Most of the gamers I know are all grown up now and a number of them have started/are starting families. It’s inevitable that when Dad sits down to paint that a child will become fascinated with what they’re doing and why.
My (step)son had just turned seven and is starting to make noises (along with Beyblades, Mighty Beans and Lego) about toy soldiers.
Obviously there are a number of reactions, some good and some bad. The bad would be to completely discourage it; selfishly wanting to keep it for myself. I don’t roll like that.
Good would be allowing them to explore their curiosity (as long as they don’t want to play Eldar. No sir, not in my house!) and either let it run it’s course or continue to develop. Mr. Seven has painted a couple of miniatures with a little help, but has no real interest in the game.

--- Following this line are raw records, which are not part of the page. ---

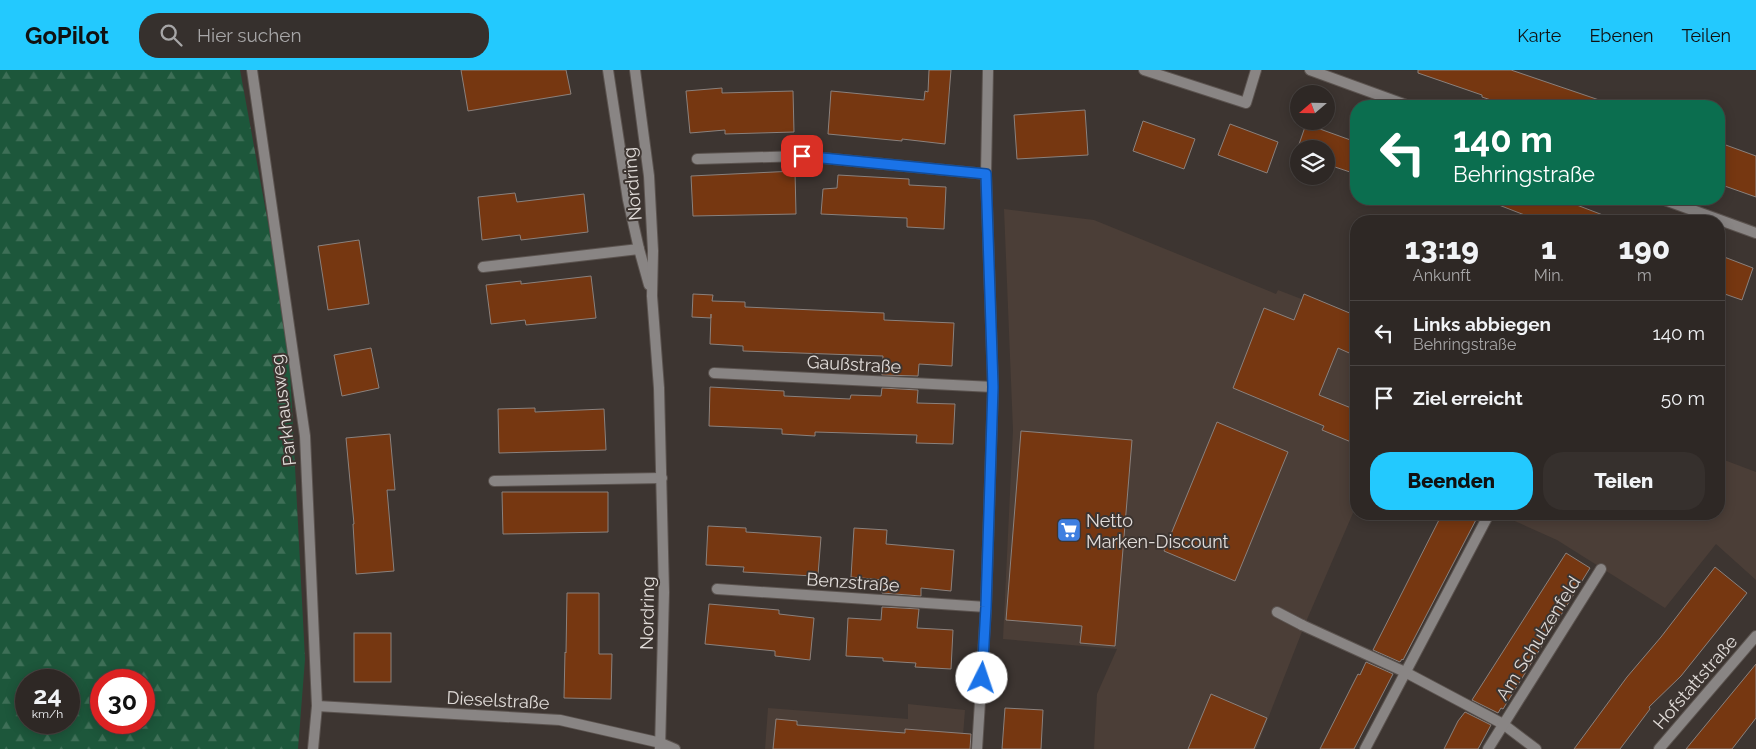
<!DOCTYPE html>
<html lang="de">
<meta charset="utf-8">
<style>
body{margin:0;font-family:Raleway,sans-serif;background:#36302d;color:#f1f3f6;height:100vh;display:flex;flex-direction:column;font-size:19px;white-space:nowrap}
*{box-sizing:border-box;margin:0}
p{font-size:16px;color:#a7a6a7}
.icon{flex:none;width:28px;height:28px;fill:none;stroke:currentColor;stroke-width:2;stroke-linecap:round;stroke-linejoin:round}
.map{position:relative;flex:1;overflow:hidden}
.sheet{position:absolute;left:1350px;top:145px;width:375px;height:305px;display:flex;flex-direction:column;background:#2e2825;border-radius:20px;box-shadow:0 2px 12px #0003,0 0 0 1px #494442}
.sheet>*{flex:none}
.guide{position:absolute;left:1350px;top:30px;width:375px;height:105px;border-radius:20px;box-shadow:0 2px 12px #0003,0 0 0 1px #494442;background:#0b6e4f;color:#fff;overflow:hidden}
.needle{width:32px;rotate:250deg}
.buttons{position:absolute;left:1290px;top:15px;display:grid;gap:10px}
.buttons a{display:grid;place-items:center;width:45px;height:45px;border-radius:50%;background:#2e2825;box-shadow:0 2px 12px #0003,0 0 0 1px #494442;font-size:25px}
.speed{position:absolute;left:15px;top:599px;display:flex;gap:10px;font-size:25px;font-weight:700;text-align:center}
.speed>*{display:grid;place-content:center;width:65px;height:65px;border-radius:50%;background:#2e2825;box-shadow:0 2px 12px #0003,0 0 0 1px #494442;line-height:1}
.speed small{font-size:12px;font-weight:400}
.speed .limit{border:8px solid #d22;background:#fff;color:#111}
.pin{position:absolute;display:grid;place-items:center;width:42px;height:42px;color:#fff;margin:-21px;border-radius:10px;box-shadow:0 2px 8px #0006}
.me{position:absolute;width:55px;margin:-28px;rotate:4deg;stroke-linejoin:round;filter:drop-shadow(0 0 4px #0008)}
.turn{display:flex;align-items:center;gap:18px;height:105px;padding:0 20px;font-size:22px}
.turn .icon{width:65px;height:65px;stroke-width:2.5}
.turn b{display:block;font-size:35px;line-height:42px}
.eta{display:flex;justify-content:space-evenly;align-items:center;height:85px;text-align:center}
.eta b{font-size:30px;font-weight:800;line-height:35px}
.button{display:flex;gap:10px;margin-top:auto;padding:10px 20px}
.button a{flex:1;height:58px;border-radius:20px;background:#23c9fe;color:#111;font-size:20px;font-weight:800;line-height:58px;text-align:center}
.button a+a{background:#36302d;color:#f1f3f6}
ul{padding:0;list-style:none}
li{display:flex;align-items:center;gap:15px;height:65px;padding:0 20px;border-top:1px solid #494442}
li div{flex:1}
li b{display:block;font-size:19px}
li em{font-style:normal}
header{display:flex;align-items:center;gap:30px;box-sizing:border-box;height:70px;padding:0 25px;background:#23c9fe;color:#111}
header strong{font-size:24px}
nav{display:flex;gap:28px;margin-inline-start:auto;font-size:18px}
.search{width:350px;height:45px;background:#36302d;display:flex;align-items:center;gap:12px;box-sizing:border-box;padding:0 18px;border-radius:20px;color:#a7a6a7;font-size:19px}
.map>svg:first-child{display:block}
.built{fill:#4b3e37}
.forest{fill:url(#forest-firs);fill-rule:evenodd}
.building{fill:#763711;stroke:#8a817d}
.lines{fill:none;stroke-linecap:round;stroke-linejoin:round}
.lane-casing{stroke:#5b534f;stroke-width:12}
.street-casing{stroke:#5b534f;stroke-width:12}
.lane{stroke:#898584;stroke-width:10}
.street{stroke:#898584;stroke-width:10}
.route-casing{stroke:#114b97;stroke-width:12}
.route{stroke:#1a73e8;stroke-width:9}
.labels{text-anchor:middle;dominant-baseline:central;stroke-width:4;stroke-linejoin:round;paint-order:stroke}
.street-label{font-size:18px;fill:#e1dcd9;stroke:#3d3531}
.poi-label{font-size:18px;fill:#e1dcd9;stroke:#3d3531;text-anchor:start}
</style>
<header>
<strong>GoPilot</strong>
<div class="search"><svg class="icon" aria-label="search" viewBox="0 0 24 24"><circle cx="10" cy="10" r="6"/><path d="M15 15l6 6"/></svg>Hier suchen</div>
<nav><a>Karte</a><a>Ebenen</a><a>Teilen</a></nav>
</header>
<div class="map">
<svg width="1756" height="679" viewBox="0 0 1756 679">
<defs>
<pattern id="forest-firs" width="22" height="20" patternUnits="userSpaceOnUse" patternTransform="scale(1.25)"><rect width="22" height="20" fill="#1d573b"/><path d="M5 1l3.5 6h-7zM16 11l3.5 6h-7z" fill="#3e6f57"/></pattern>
</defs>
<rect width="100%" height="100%" fill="#3d3531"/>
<g class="built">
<polygon points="1004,139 1094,150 1276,224 1278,220 1356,250 1356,436 1305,554 1256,679 1094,679 1097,624 1117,579 1003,569 1013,360"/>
<polygon points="1719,388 1756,402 1756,510 1716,474 1665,538 1557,470 1499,444 1719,444"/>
<polygon points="908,634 965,640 962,679 765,679 768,638 908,649"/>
</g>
<path class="forest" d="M0,0h240l48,262 17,327 -7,90h-298zM26,610h43v42h-43zM101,610h43v42h-43z"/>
<g class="building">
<polygon points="461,0 566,0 571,24 468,41"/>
<polygon points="929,0 951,0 945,74 902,69 902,71 828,64 831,21 924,30 925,21 928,22"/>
<polygon points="1418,0 1511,0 1608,33 1608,36 1509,36 1482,27 1482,25 1418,3"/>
<polygon points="722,18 722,23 793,21 794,62 725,64 725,60 690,63 686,21"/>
<polygon points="1085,40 1088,85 1017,89 1014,45"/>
<polygon points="1143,51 1195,69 1184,99 1133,81"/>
<polygon points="1230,54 1278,72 1267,103 1218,85"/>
<polygon points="1306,54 1356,72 1356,104 1326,94 1326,79 1299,79 1299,84 1296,83"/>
<polygon points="1723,74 1756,86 1756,127 1719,114 1719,86"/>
<polygon points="795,101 796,144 693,146 691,106"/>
<polygon points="838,105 909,109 909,115 946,117 944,159 907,157 907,148 821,144 823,119 837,118"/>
<polygon points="515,123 517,132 584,124 588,162 521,170 520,165 482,170 478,127"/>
<polygon points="1486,129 1561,129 1616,150 1616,151 1540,151 1486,130"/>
<polygon points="359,170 369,234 328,240 318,176"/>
<polygon points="1719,185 1753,198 1742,230 1719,222"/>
<polygon points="591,206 596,248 526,255 525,250 491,254 486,215 521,211 521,214"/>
<polygon points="693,224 713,225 712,231 745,232 745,237 884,243 884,250 954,253 952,296 919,294 918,306 882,305 883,286 743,281 743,276 710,274 711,244 711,248 692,247"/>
<polygon points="1304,224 1352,244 1350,250 1356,253 1356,286 1338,278 1319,325 1356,340 1356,374 1322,360 1324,356 1233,318 1264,238 1294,250"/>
<polygon points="371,278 379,318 342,326 334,285"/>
<polygon points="710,317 784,321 784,326 850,329 851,325 881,326 882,318 918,320 917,333 955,334 953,374 916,373 917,365 815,362 815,366 782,364 782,359 709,356"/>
<polygon points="535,338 535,342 604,339 606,380 499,383 498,339"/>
<polygon points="1217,352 1288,382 1235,511 1164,481"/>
<polygon points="1021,361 1132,370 1115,576 1080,573 1082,556 1006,550"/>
<polygon points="390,364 395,420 387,420 394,501 356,504 353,454 354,454 346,368"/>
<polygon points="502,422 608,422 608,462 503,464"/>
<polygon points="1442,444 1479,444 1403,590 1402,589 1400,592 1373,580"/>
<polygon points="708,456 746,458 746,462 821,467 818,505 813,504 813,506 743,502 744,497 706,495"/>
<polygon points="854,458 887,460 886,474 954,480 951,521 921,518 921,526 882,523 883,510 851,507"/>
<polygon points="1566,483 1590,498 1503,639 1501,638 1498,643 1472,630"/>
<polygon points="1715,497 1747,523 1725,551 1681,606 1649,637 1650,639 1620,679 1574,679 1627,607 1661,567"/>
<polygon points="567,523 599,523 599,584 612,584 611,629 564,628 565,582 566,583"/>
<polygon points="709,534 779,540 779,544 814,548 810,590 775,586 775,581 705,574"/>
<polygon points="882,537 919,539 917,558 953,560 951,599 915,597 916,593 883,591 883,588 846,586 848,548 881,550"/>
<rect x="354" y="563" width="37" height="49"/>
<polygon points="1366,592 1393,604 1354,679 1320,679 1358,604 1360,605"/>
<polygon points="1756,594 1756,648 1732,679 1686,679"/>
<polygon points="1211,624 1267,648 1254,679 1188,679"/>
<polygon points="1005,638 1043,640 1041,679 1002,679"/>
<polygon points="1465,642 1491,655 1478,679 1444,679 1458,651"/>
<polygon points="776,649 797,651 797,655 905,663 905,659 971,664 970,679 773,679"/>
</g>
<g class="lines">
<defs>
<g id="lane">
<polyline points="483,197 639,179"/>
<polyline points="494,411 662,408"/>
<polyline points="1277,542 1302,555"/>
</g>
<g id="street">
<polyline points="252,0 305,366 317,636 313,679"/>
<polyline points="608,0 628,130 639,179 649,215"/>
<polyline points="635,0 649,106 653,181 652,226 659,318 664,522 660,679"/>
<polyline points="1144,0 1246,33 1256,0"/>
<polyline points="1310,0 1409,36"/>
<polyline points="697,89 802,86 986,104"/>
<polyline points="1662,129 1756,163"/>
<polyline points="714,303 993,317"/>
<polyline points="717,519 986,537"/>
<polyline points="1302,555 1405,602 1503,654 1536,679"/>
<polyline points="317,636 560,650 661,673 675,679"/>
<polyline points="977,679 986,537 993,317 986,104 988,0"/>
<polyline points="1365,679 1489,444"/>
<polyline points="1488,679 1601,499"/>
<polyline points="1659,679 1756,566"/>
</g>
</defs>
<use href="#lane" class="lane-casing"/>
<use href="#street" class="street-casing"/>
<use href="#lane" class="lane"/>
<use href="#street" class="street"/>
</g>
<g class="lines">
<defs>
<polyline id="route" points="802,86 986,104 993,317 986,537 982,608"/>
</defs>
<use href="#route" class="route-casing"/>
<use href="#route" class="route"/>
</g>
<defs>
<symbol id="supermarket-square" viewBox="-11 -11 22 22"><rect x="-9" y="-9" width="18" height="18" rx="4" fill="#3f7fe0" stroke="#3d3531"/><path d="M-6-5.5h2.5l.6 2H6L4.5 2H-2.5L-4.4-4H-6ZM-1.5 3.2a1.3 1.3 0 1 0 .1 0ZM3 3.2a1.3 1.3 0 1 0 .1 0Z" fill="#fff"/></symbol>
</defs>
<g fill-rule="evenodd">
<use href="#supermarket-square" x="1055" y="446" width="28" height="28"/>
</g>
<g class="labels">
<g class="street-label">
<text transform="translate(632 114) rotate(-95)">Nordring</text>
<text transform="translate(854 294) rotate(3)">Gaußstraße</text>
<text transform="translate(283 340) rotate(-97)">Parkhausweg</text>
<text transform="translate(853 512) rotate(4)">Benzstraße</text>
<text transform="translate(647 543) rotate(-89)">Nordring</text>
<text transform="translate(1538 568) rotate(-58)">Am Schulzenfeld</text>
<text transform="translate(1695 612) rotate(-49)">Hofstattstraße</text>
<text transform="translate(498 630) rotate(3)">Dieselstraße</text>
</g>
<g class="poi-label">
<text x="1086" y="450">Netto<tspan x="1086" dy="21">Marken-Discount</tspan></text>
</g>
</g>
</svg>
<div class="buttons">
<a><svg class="needle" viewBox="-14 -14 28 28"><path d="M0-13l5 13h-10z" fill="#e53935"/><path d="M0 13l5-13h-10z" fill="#a7a6a7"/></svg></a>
<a><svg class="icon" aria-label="layers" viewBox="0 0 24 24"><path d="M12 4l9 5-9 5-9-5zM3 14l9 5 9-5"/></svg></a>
</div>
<div class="speed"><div>24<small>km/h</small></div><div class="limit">30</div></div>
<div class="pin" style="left:802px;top:86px;background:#d93025"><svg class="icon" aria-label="arrive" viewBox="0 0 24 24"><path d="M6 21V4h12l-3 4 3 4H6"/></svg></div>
<svg class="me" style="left:982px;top:608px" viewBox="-20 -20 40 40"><circle r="19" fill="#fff"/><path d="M0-13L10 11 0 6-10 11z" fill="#1a73e8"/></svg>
<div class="guide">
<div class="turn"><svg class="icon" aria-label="left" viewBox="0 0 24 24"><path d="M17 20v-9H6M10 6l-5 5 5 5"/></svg><div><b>140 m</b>Behringstraße</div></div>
</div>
<section class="sheet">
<div class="eta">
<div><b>13:19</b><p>Ankunft</p></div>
<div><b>1</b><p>Min.</p></div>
<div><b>190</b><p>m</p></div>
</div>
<ul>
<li><svg class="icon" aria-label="left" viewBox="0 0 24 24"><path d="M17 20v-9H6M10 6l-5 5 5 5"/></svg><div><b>Links abbiegen</b><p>Behringstraße</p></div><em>140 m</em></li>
<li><svg class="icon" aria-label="arrive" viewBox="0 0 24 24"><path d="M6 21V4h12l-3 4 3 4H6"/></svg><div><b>Ziel erreicht</b></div><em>50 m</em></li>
</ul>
<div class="button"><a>Beenden</a><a>Teilen</a></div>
</section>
</div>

I think I have (after talking to a number of father types in the wargaming scene) come up with a tool to help either make or break. As one such father said, “You can’t force them to do it; it’s a hobby. They do it because they want to.”
It’s a pretty simple version of a wargame called Four Plus. Collect some scenery and a few miniatures and place them on a coffee table or other surface that is kid sized. At one stage we were collecting Star Wars Clone Wars figures, and they made great, easy to recognise troops.
Apart from that, the only real rule is “it happens on a four or more”.
I made a couple of six inch rulers from some left over plasticard that measure movement and shooting to help with controlling where they go, but that bit is optional.
Hopefully this will either spark an interest or he’ll play for a while, beat me mercilessly and then forget about it.
I am inspired by guys like Pete Dunn (http://thefieldsofblood.blogspot.com) whose son Jack (known at the time as Little Horus) came across the pond to play at Liber Animus one year and promptly roll over the top of his opponents.
I don’t expect Mr. Seven to go to that length, but if he enjoys it, I see no reason not to encourage him.